Everything About Fiction You Never Wanted to Know.

So someone's sitting down to watch something, say a basketball game or a movie. Mostly likely, he'll end up missing it entirely, especially after saying he's hoping not to miss a minute of it (see Tempting Fate). Or maybe he misses just the most important part (like The Summation of a mystery, or a major reveal in a Soap Opera) because of a special report. An alternate variation is for a character to miss it, but to have thought ahead and taped or Ti Vo'd it—and then for a friend or coworker to spoil it for them.

May be done to the audience through Fight Unscene or Relax-O-Vision.
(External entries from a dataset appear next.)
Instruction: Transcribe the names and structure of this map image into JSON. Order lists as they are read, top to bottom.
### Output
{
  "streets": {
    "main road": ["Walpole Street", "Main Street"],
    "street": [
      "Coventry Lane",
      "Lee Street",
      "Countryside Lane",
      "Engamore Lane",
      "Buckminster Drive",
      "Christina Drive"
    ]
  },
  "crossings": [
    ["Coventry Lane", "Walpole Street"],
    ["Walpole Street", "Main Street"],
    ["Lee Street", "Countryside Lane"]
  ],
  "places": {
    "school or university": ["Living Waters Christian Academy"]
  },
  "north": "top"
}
Examples of Missing the Good Stuff include:

Comic Books

  • Wolverine tries to watch a hockey game in an issue of Wolverine: First Class. When robots from the Danger Room go rogue, he alters his catchphrase to suit the occasion: "I'm the best there is at what I do. And what I do...is watch hockey! When I want to! For as long as I want to! It's my moral right as a Canadian." Just as he gets back to the game after taking care of the robots, the TV is destroyed. Needless to say, he is very upset.
  • Variation in Ultimate Spider-Man. Spider-Man spends the whole issue trying to get out of school to fight Rhino, running into everybody he can along the way. When he finally gets there, Iron Man already came and took care of it.

Film

  • The Truman Show pulls this on the viewer. The movie ends when the fictional reality show does, as Truman goes into a door that leads beyond the range of The Director's cameras - just before he's reunited with a girl who played a large role in inspiring him to leave.
  • In the finale of another Jim Carrey movie, The Cable Guy, the borderline Ax Crazy, television-obsessed title character tries to make a Heroic Sacrifice by diving onto to the antenna of the local cable companies' satellite dish from a great height in order to "kill the babysitter". (It makes slightly more sense in context.) The interruption of service this causes just happens to correspond to the exact moment when the verdict in a media circus trial is announced on live television.
  • A young Amelie (from the French film of the same name) gets her revenge on an unpleasant neighbor by sneaking onto his roof with a portable radio during an important soccer match and pulling the plug on his TV antenna whenever a goal is about to be scored.
  • In The Movie of The Odd Couple, Oscar is watching a Mets/Pirates game from the press box when Felix phones to tell him not to have any hot dogs at the game because he's making franks and beans for dinner. Oscar misses seeing Bill Mazeroski hit into a triple play as a result of this.
    • Another example from the TV adaption appears below.
  • Subverted in Spike Lee's Crooklyn: when given the choice between seeing his father's piano recital or going to see the Knicks play in the NBA Finals, Clinton decides to go to the game. However, when he arrives home to meet his family, he's clearly dejected and guilty that he didn't get to see his father's show, even though the Knicks won the Finals that night.
  • In Air Force One the President has taped a football game because he is just too busy to see it. Naturally, someone has to spoil the ending.
  • Played with in Good Will Hunting. Robin Williams' character missed Game 6 of the 1975 World Series because he gave up a ticket to try to pick up a girl at a bar. The game turned out to be one of the greatest in baseball history, but the girl eventually married him, so he didn't regret a thing.

Live Action TV

  • Newhart: Dick and Joanna are both sick in bed, arguing over whether to watch her soap opera or his basketball game. Their fight over the remote causes him to miss a key play and her to miss a character's long-secret identity. A character in the soap even says, "Now that you've told me, we'll never speak of it again."
  • In the Doctor Who episode "The Runaway Bride", Donna reveals that she missed two previous alien invasions (the Sycorax in "The Christmas Invasion" and the Cybermen in "Army of Ghosts") because she was respectively hungover and scuba diving in Spain.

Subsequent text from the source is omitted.